• WHAT YOU NEED TO DO
What is needed is a faithful copy of all the entries, with no pictures in it.

• DATA SUPPLIED
-*-
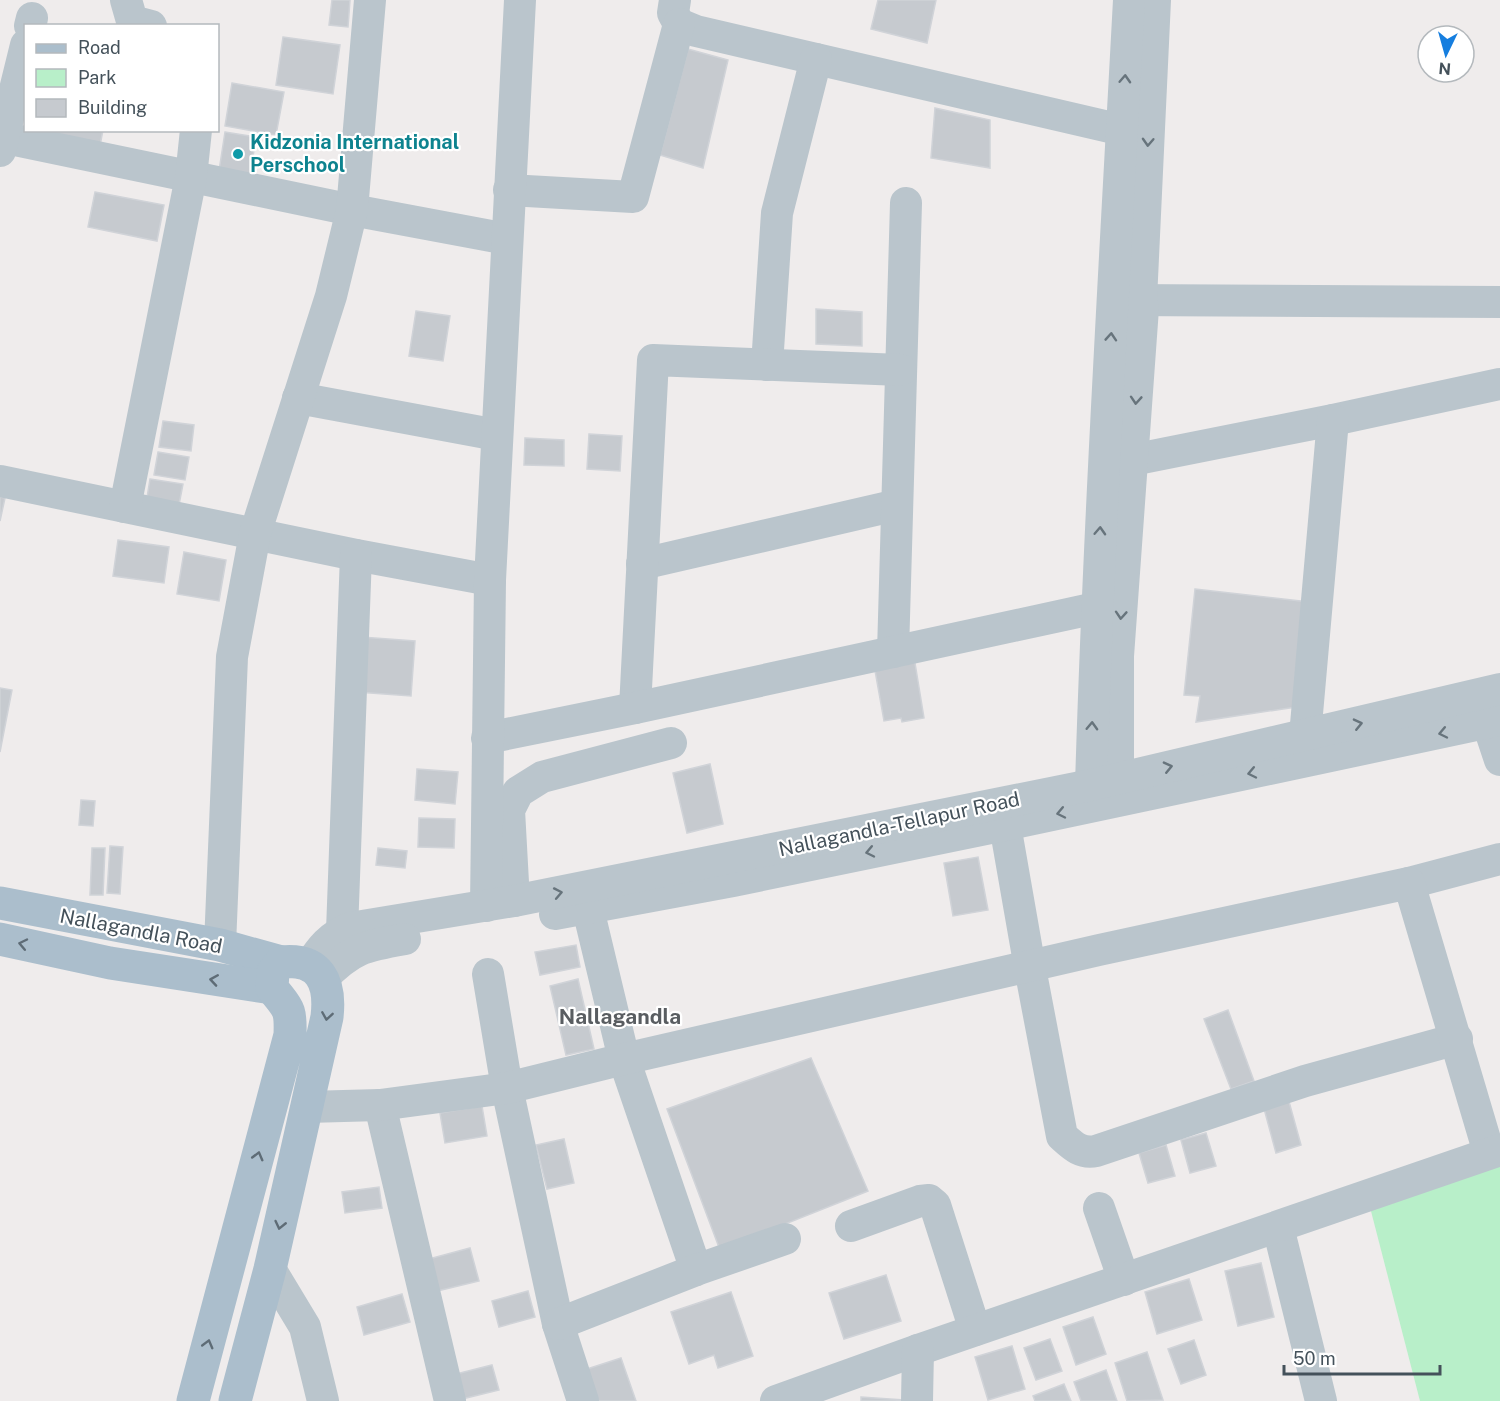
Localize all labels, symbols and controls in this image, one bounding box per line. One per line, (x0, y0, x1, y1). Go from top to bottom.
legend (24, 24, 219, 132)
north arrow (1416, 24, 1476, 84)
text: Road (78, 37, 121, 58)
text: N (1438, 58, 1452, 78)
text: Park (78, 67, 116, 88)
one-way arrow (1118, 75, 1131, 84)
text: Building (78, 97, 147, 118)
place label: Kidzonia International Perschool (250, 130, 459, 177)
one-way arrow (1142, 138, 1155, 147)
marker: Kidzonia International Perschool (231, 147, 245, 161)
one-way arrow (1104, 332, 1117, 341)
one-way arrow (1130, 395, 1143, 404)
one-way arrow (1093, 527, 1106, 536)
one-way arrow (1114, 611, 1127, 620)
one-way arrow (1353, 718, 1363, 731)
one-way arrow (1086, 722, 1099, 731)
one-way arrow (1438, 726, 1448, 739)
one-way arrow (1163, 761, 1173, 774)
one-way arrow (1247, 766, 1257, 779)
street label: Nallagandla-Tellapur Road (776, 787, 1022, 861)
one-way arrow (1057, 806, 1067, 819)
one-way arrow (866, 845, 876, 858)
one-way arrow (553, 887, 563, 900)
street label: Nallagandla Road (58, 903, 224, 959)
one-way arrow (18, 938, 28, 951)
one-way arrow (210, 974, 220, 987)
district label: Nallagandla (559, 1004, 681, 1029)
one-way arrow (321, 1011, 333, 1020)
one-way arrow (251, 1151, 264, 1161)
one-way arrow (274, 1220, 287, 1230)
scale bar (1284, 1338, 1440, 1376)
one-way arrow (201, 1340, 213, 1350)
text: 50 m (1293, 1348, 1336, 1369)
-*-
• ANSWER TO THE EXERCISE
Localize all labels, symbols and controls in this image, one bounding box per line. One per line, (x0, y0, x1, y1). Go from top to bottom.
legend (24, 24, 219, 132)
north arrow (1416, 24, 1476, 84)
text: Road (78, 37, 121, 58)
text: N (1438, 58, 1452, 78)
text: Park (78, 67, 116, 88)
one-way arrow (1118, 75, 1131, 84)
text: Building (78, 97, 147, 118)
place label: Kidzonia International Perschool (250, 130, 459, 177)
one-way arrow (1142, 138, 1155, 147)
marker: Kidzonia International Perschool (231, 147, 245, 161)
one-way arrow (1104, 332, 1117, 341)
one-way arrow (1130, 395, 1143, 404)
one-way arrow (1093, 527, 1106, 536)
one-way arrow (1114, 611, 1127, 620)
one-way arrow (1353, 718, 1363, 731)
one-way arrow (1086, 722, 1099, 731)
one-way arrow (1438, 726, 1448, 739)
one-way arrow (1163, 761, 1173, 774)
one-way arrow (1247, 766, 1257, 779)
street label: Nallagandla-Tellapur Road (776, 787, 1022, 861)
one-way arrow (1057, 806, 1067, 819)
one-way arrow (866, 845, 876, 858)
one-way arrow (553, 887, 563, 900)
street label: Nallagandla Road (58, 903, 224, 959)
one-way arrow (18, 938, 28, 951)
one-way arrow (210, 974, 220, 987)
district label: Nallagandla (559, 1004, 681, 1029)
one-way arrow (321, 1011, 333, 1020)
one-way arrow (251, 1151, 264, 1161)
one-way arrow (274, 1220, 287, 1230)
scale bar (1284, 1338, 1440, 1376)
one-way arrow (201, 1340, 213, 1350)
text: 50 m (1293, 1348, 1336, 1369)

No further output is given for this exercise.